The wonderful Judy Rees, clean language guru and Mistress of Metaphor seems to think so. In a recent blog post, she argues that Aristotle was wrong to claim that mastering metaphor was a sign of genius. But what exactly did Aristotle mean by 'genius'? Is there more going on here than it might at first seem?


Judy, whose work I have a lot of respect for, is quoting from the Poetics (Chapter 22 - 1459a).

The translation she's using gives the passage as follows:

‘The greatest thing by far is to have a command of metaphor. This alone cannot be imparted by another; it is the mark of genius, for to make good metaphors implies an eye for resemblances.’

From this, she concludes the following:

‘The quote suggests that Aristotle believed two things which are, quite simply, wrong:

·      Making good metaphors is a special kind of behaviour, restricted to a subset of the population

·      Making good metaphors is a fixed ability, rather than a learnable skill.’

Now this is where I beg to differ.

Joe Sachs in his 2005 edition translates 'genius' as 'a sign of natural gifts'. The Greek word is εφυία (natural goodness of shape, shapeliness). 

So is the ability to think in metaphors something that only people with exceptional talent can do (I'm using 'genius' in the sense we'd think of Einstein, Newton or Bach as geniuses)? That's not what Aristotle's saying.

Is the ability to think metaphorically something that we all have as part and parcel of the natural way we think and do as a matter of course? (I'm thinking of 'genius' here in the sense of 'natural goodness of shape' that Aristotle used it). That's not what Aristotle's saying either.

So when Judy Rees says "pretty much everyone can make good metaphors, and can develop their skill in doing so" I have to agree, and probably so would Aristotle ... however much she might like to prove Aristotle wrong, I'm afraid her argument is unconvincing.

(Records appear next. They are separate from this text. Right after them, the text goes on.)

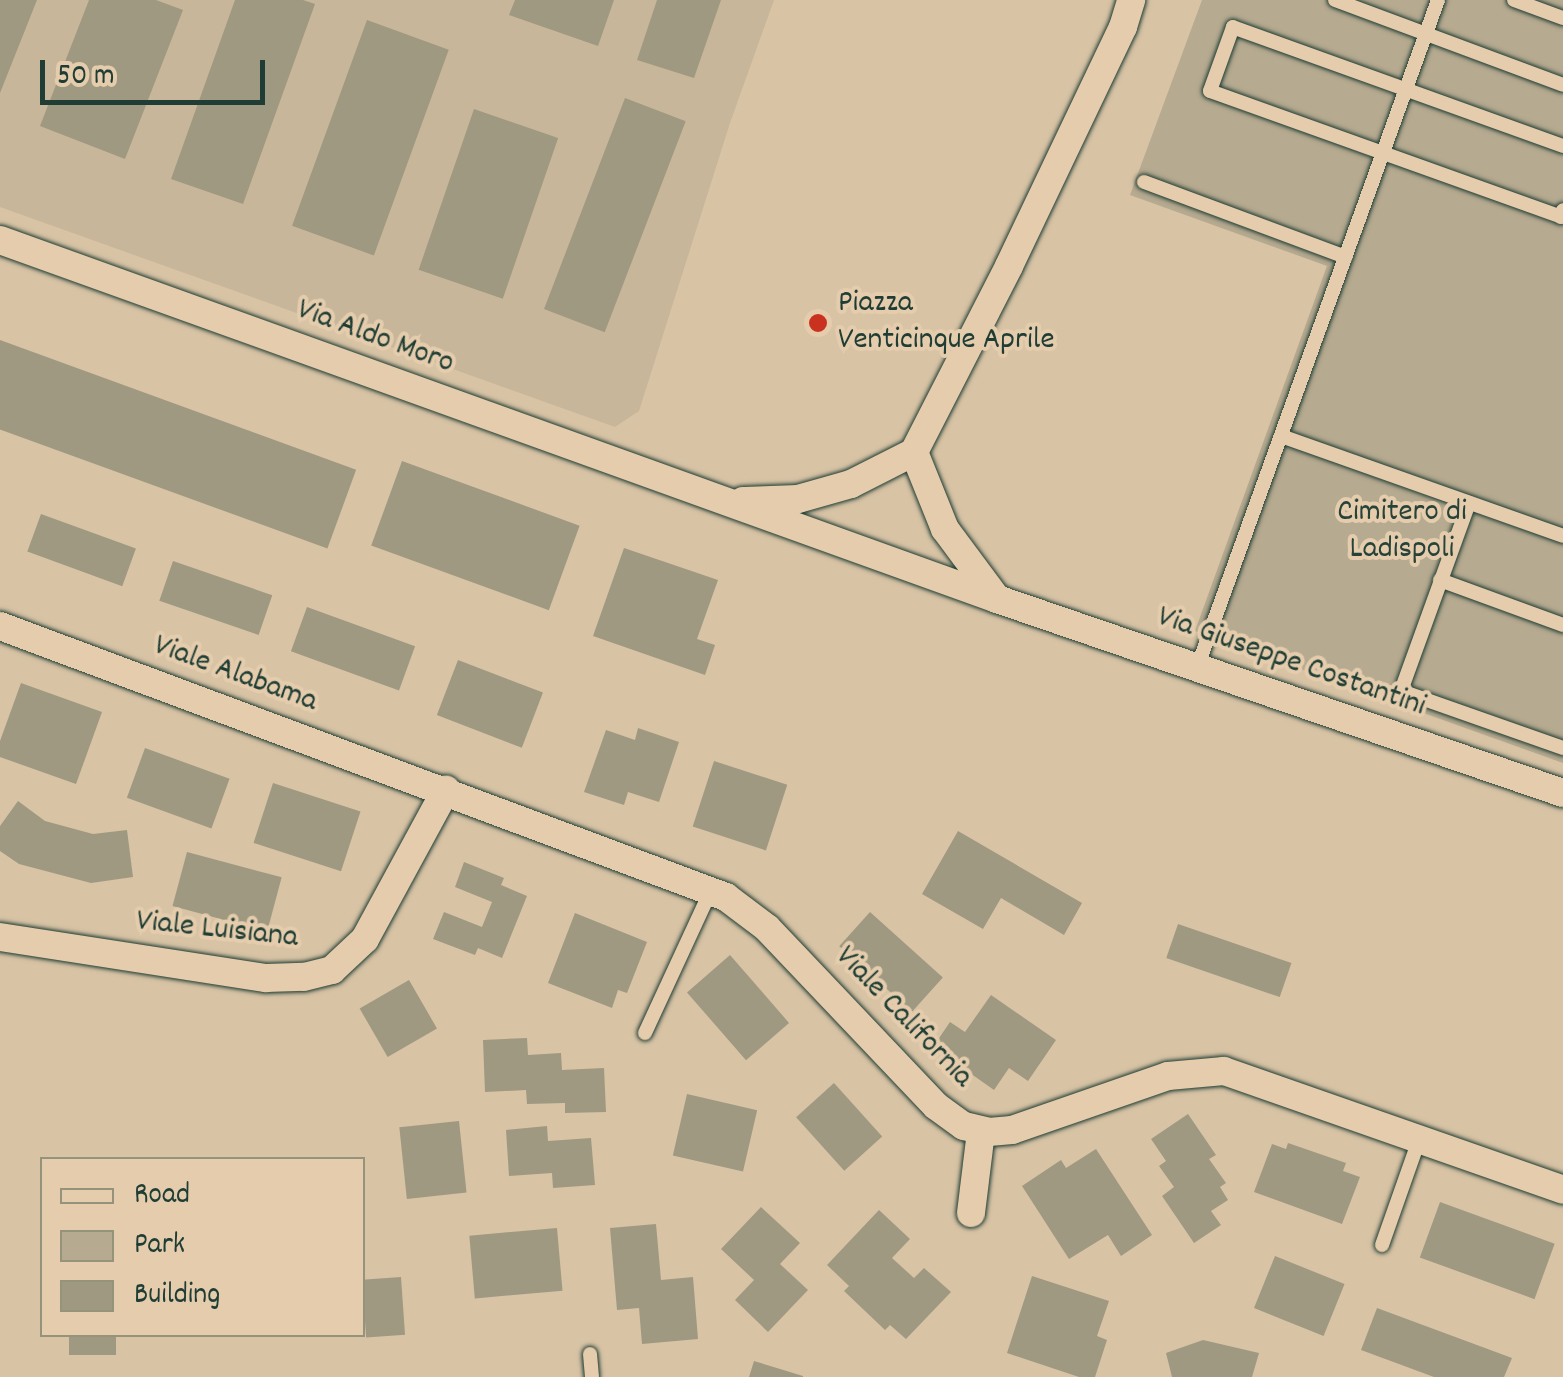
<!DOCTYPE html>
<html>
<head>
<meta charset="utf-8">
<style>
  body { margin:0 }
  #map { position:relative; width:1563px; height:1377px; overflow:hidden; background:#d8c3a5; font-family:Dekko,sans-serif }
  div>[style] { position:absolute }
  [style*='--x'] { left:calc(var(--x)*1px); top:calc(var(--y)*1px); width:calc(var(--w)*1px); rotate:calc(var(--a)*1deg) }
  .built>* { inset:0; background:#c7b69a }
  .green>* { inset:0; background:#b6aa90 }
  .building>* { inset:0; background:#9f9981; transform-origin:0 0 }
  .roads { filter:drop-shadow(0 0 2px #1f3d34) drop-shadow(0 0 2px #1f3d34) }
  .lane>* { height:14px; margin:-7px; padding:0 7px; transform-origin:7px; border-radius:7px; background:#e4ccac }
  .street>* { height:28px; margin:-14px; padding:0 14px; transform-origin:14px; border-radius:14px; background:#e4ccac }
  .dots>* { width:28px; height:28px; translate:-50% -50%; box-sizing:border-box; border:5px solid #e4ccac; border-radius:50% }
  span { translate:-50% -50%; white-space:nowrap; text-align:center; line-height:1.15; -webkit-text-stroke:8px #e4ccac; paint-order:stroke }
  .poi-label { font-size:32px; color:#1f3d34 }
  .left { translate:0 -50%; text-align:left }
  .street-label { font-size:32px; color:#1f3d34 }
  .park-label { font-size:32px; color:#274239 }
  .legend { position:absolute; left:40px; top:1157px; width:325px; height:180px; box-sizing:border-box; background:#e4ccac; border:2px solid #95937c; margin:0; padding:12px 18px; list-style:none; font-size:30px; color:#1f3d34 }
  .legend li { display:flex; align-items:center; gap:20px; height:50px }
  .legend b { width:50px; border:2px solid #95937c }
  .scale { position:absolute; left:40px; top:60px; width:225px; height:45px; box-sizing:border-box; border:5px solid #1f3d34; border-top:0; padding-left:12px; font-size:30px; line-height:35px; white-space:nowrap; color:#1f3d34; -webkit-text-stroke:8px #e4ccac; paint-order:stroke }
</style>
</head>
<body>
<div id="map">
  <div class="built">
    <div style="clip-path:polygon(0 0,774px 0,730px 123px,639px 411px,615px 427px,0 207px)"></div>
  </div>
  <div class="green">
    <div style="clip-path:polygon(1202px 0,1563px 0,1563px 763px,1195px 631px,1327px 266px,1130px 195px)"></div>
  </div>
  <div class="building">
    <div style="clip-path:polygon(0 0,37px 0,0 93px)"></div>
    <div style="clip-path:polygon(89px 0,156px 0,183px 10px,125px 159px,40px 126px)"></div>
    <div style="clip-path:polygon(235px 0,303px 0,315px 4px,243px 204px,171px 179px)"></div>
    <div style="clip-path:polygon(515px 0,614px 0,598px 46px,509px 15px)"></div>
    <div style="clip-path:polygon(657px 0,721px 0,694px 78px,637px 60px)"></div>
    <div style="left:367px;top:20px;width:87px;height:219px;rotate:20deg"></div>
    <div style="left:625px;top:98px;width:65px;height:226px;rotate:21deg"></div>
    <div style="left:474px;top:109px;width:89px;height:170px;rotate:19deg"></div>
    <div style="left:0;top:340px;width:379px;height:84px;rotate:20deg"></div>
    <div style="left:402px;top:461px;width:189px;height:90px;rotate:20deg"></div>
    <div style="left:41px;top:514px;width:101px;height:40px;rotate:20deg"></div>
    <div style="clip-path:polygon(624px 548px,718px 580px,697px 639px,715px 645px,705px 675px,593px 636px)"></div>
    <div style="left:173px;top:561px;width:105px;height:42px;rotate:19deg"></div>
    <div style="left:307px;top:607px;width:115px;height:47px;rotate:20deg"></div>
    <div style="left:458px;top:660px;width:91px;height:59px;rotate:21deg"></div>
    <div style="clip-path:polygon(21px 683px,102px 712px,76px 784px,0 757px,0 741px)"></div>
    <div style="clip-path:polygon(638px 728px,679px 742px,659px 802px,628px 792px,624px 805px,584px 792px,606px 730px,635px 740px)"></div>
    <div style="left:145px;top:748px;width:90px;height:53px;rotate:20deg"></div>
    <div style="left:714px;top:761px;width:77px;height:69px;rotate:18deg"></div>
    <div style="left:273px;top:783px;width:92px;height:63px;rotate:18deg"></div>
    <div style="clip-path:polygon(18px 801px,45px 821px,93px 834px,127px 830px,133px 877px,91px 883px,19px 864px,0 851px,0 826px)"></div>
    <div style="clip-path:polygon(958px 831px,1082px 903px,1064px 935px,1001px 898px,983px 929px,922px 894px)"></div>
    <div style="left:187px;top:852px;width:98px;height:56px;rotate:15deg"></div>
    <div style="clip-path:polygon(464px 862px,504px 878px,501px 885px,527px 896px,502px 958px,478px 948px,475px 955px,433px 939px,444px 912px,482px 927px,492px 902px,455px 887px)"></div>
    <div style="left:870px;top:912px;width:98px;height:46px;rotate:42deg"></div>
    <div style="clip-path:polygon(575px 913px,647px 942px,627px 993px,618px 990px,612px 1008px,548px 983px)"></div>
    <div style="left:1178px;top:924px;width:120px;height:36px;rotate:19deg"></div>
    <div style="left:730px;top:955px;width:90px;height:57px;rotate:49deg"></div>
    <div style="left:409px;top:980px;width:56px;height:57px;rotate:60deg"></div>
    <div style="clip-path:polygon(991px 995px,1056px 1040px,1028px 1081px,1009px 1068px,994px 1090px,933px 1047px,950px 1022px,965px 1032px)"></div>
    <div style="clip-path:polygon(527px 1038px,528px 1055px,561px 1053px,562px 1070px,604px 1068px,606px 1112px,565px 1113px,565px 1103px,527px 1104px,526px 1090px,485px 1092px,483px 1040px)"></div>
    <div style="left:834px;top:1083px;width:72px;height:51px;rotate:48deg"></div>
    <div style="left:687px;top:1094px;width:72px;height:63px;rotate:13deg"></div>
    <div style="clip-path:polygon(1188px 1114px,1216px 1155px,1209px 1159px,1226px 1183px,1220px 1187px,1228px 1200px,1211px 1211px,1221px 1225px,1194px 1243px,1162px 1196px,1174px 1187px,1159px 1166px,1166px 1161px,1151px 1139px)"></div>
    <div style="left:459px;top:1121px;width:72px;height:60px;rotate:84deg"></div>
    <div style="clip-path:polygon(547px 1126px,548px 1141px,591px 1138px,595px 1185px,553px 1188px,552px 1173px,509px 1176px,506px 1130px)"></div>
    <div style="clip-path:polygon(1288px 1143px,1346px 1163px,1343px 1171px,1360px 1177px,1342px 1224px,1254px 1192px,1272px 1144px,1286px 1149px)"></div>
    <div style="clip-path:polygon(1096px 1149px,1152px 1235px,1121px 1256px,1108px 1235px,1069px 1259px,1022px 1186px,1061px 1160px,1066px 1168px)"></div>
    <div style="left:1440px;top:1202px;width:122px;height:59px;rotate:20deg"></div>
    <div style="clip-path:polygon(761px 1207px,800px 1243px,780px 1264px,808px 1290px,768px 1332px,735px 1300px,754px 1280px,721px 1249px)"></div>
    <div style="clip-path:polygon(879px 1210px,910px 1239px,892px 1258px,914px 1278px,924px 1268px,951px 1292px,906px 1339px,890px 1325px,885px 1330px,844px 1291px,849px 1286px,827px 1265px)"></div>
    <div style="clip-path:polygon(656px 1224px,661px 1280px,693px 1277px,698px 1339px,642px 1344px,639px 1308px,617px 1310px,610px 1228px)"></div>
    <div style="left:557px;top:1228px;width:63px;height:88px;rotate:85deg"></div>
    <div style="left:1275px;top:1256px;width:75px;height:56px;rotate:22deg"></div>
    <div style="clip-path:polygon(1032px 1276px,1109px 1301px,1097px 1336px,1107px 1340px,1095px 1377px,1079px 1377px,1007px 1353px)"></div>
    <div style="left:401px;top:1277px;width:58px;height:39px;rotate:86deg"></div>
    <div style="clip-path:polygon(1377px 1308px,1512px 1358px,1504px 1377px,1434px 1377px,1361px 1350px)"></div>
    <div style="left:69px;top:1334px;width:47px;height:21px"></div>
    <div style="clip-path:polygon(1203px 1340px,1259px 1353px,1252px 1377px,1172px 1377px,1166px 1353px)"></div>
    <div style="clip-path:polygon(754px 1361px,803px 1376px,803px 1377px,749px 1377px)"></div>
  </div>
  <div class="roads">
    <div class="lane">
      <div style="--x:1335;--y:0;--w:243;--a:20.4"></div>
      <div style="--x:1514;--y:0;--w:52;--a:20.2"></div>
      <div style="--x:1563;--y:146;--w:351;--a:-160.2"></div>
      <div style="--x:1233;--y:27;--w:68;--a:109.8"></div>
      <div style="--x:1210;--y:91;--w:373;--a:19.7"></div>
      <div style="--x:1561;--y:217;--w:7;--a:-74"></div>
      <div style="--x:1144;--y:182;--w:215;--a:20.4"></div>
      <div style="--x:1281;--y:436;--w:299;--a:19.5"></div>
      <div style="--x:1469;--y:503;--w:200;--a:109.9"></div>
      <div style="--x:1401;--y:691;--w:172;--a:19.4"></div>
      <div style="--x:1440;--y:580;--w:131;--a:20.1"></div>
      <div style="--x:1197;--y:668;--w:710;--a:-70.16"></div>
      <div style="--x:645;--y:1033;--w:157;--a:-65.2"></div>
      <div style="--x:1382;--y:1245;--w:111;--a:-70.6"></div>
      <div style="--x:590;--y:1354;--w:23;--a:85"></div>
    </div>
    <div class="street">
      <div style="--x:0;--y:240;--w:1060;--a:19.8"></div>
      <div style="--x:997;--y:599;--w:598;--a:18.92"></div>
      <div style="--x:914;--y:452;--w:209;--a:-62.9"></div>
      <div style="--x:1009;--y:266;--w:265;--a:-64.5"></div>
      <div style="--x:1123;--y:27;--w:28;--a:-73"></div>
      <div style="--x:914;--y:452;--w:83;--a:68.1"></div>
      <div style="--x:945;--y:529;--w:87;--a:53.4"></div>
      <div style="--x:743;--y:501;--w:55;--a:-2.1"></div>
      <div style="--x:798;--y:499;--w:55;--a:-15.8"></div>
      <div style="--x:851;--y:484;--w:71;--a:-26.9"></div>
      <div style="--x:0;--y:626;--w:775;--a:20.47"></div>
      <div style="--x:726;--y:897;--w:51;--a:37.1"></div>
      <div style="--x:767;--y:928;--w:245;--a:46.5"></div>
      <div style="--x:936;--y:1106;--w:34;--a:36"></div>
      <div style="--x:964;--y:1126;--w:26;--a:13"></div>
      <div style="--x:989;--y:1132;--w:23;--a:-5"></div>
      <div style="--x:1012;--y:1130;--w:165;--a:-19.1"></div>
      <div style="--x:1168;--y:1076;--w:56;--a:-5.1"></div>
      <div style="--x:1224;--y:1071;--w:359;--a:19.3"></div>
      <div style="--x:0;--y:937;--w:269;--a:8.8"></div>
      <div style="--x:266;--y:978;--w:38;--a:-2"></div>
      <div style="--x:304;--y:977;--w:29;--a:-14"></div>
      <div style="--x:332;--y:970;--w:45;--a:-43.2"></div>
      <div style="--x:365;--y:939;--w:170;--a:-61.5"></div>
      <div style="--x:971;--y:1213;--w:83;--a:-83"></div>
    </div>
  </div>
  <div class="dots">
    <div style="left:818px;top:323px;background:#c8321e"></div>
  </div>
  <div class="poi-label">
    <span class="left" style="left:838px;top:323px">Piazza<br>Venticinque Aprile</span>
  </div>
  <div class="street-label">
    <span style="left:375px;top:338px;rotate:20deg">Via Aldo Moro</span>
    <span style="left:1291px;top:663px;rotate:19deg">Via Giuseppe Costantini</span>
    <span style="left:235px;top:675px;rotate:20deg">Viale Alabama</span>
    <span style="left:217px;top:931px;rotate:6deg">Viale Luisiana</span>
    <span style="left:903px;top:1018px;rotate:46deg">Viale California</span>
  </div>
  <div class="park-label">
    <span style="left:1402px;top:532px">Cimitero di<br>Ladispoli</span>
  </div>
  <ul class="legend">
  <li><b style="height:12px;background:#e4ccac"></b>Road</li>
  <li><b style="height:28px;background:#b6aa90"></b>Park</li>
  <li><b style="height:28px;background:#9f9981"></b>Building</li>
  </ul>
  <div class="scale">50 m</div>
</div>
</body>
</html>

For Aristotle, metaphors are about seeing and expressing the 'natural goodness or shapeliness' that things share and have in common. And, according to him, spotting a metaphor helps us think in a more 'shapely' way - just as a realistic sculptor working with clay or marble shapes his material, the resulting sculpture exhibiting his ability to match his inner vision to the object he is recreating as closely as possible. 

But every time we express our thoughts in words we are using metaphors - we are sculpting thoughts with words, and revealing not just our thoughts but our thought processes - and what our thought processes say about us.

It's no wonder that Judy (and others who use David Grove's clean language system, myself included) put so much importance on metaphor.

But metaphor can mean different things to different people.

'Metaphor' is a blanket term that does include similes and oxymorons (as well as analogies - the very slippery eels in the family). Aristotle groups them together in his 'Rhetoric' (Chapter 3.4; see also 3.10).

Analogies, by the way, draw on the same kind of proportional thinking as is used when working out proportions and ratios in maths and geometry. This is something that was part and parcel of the integrated approach to teaching liberal arts. If you look into the connections, you may well find it has an integrative effect, just as clean language has been shown to have.

While I’m not a fan of pedantry, I have to take issue with Judy’s use of ‘metaphor’ as a catch-all phrase for the many different types of rhetorical device which appear in the examples she gives in her external links. There should be a metaphor for the loose use of rhetorical terms – dirty language, perhaps? There is more to rhetoric as an art form and we all have the ability to be sculptors, and in exercising that art, sculpt our own destinies.

To paraphrase the 'Golden Verses'*, may metaphor 'show unto each the Genius, who is their guide!'

* The 'Golden Verses' are attributed to Pythagoras, and are known from Iamblichus. Algis Uzdavinys believes date from the Hellenistic era (the last 300 years before the Common Era). The translation used above comes from Uzdavinys' and Finamore's 'The Golden Chain' (2004), p 37.